Monday, March 07, 2005

Privatization

So here is my take on the whole Social Security Issue.

Social security was brought about to raise the elderly out of poverty. Prior to the enactment of Social Security, almost 50% of seniors lived in poverty. Even today, it helps lift the elderly out of poverty. Leaving aside Social Security income, nearly one of every two elderly people — 46.8 percent — has income below the poverty line. Once Social Security benefits are taken into account, just one in twelve — 8.7 percent — is poor. [1].

The purpose of Social Security is to provide supplemental income to retirees. It is a security blanket. It is not a retirement plan, but a form of insurance that provides income to help sustain a comfortable living after retirement or disability. If you are in an accident and unable to work, you can still draw Social Security. A congressman (I think Earl Pomeroy) from North Dakota told an interesting story today. His father was killed in an accident when he and his brother were young. Their mother was a stay-at-home mom and didn't have any income. The family recieved Social Security benefits after their father's death. The congressman said that without that money, he and his brother would never have been able to attend college and he would have never become a congressman.

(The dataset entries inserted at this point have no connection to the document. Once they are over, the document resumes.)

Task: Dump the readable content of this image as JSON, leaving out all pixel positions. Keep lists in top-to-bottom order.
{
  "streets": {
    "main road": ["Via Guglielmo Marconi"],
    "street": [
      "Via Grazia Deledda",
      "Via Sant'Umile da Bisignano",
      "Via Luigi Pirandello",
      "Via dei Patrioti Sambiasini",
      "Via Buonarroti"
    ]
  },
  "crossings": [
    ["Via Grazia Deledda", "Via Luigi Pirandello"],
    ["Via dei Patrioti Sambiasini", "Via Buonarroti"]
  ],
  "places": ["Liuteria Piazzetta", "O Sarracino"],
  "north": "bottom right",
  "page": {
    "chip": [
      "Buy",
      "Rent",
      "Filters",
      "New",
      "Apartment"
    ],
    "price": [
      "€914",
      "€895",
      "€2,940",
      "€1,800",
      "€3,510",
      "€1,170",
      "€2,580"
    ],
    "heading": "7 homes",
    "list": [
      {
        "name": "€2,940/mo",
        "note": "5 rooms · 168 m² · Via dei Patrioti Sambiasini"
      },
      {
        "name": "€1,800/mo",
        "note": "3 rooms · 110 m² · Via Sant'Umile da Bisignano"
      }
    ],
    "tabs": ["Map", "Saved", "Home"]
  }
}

The Congressional Budget Office "projects that under current law Social Security outlays will first exceed revenues from payroll taxes and taxation of benefits in 2020 and that the program will exhaust the trust funds in 2052. After the trust funds are exhausted, Social Security spending cannot exceed annual revenues. As a consequence, because dedicated revenues are projected to equal 78 percent of scheduled outlays in 2053, CBO projects that the benefits paid will be 22 percent lower than the scheduled benefits. After 2053, the imbalance will widen, CBO projects."

President Bush is pushing a plan to privatize social security. Instead of paying in to the social security system as you do now, you would put money into an account. That money would then be invested in the stock market to hopefully appreciate. If a person did not wish to participate in investing the money, they would end up recieving 40% less than the benefits currently given by Social Security.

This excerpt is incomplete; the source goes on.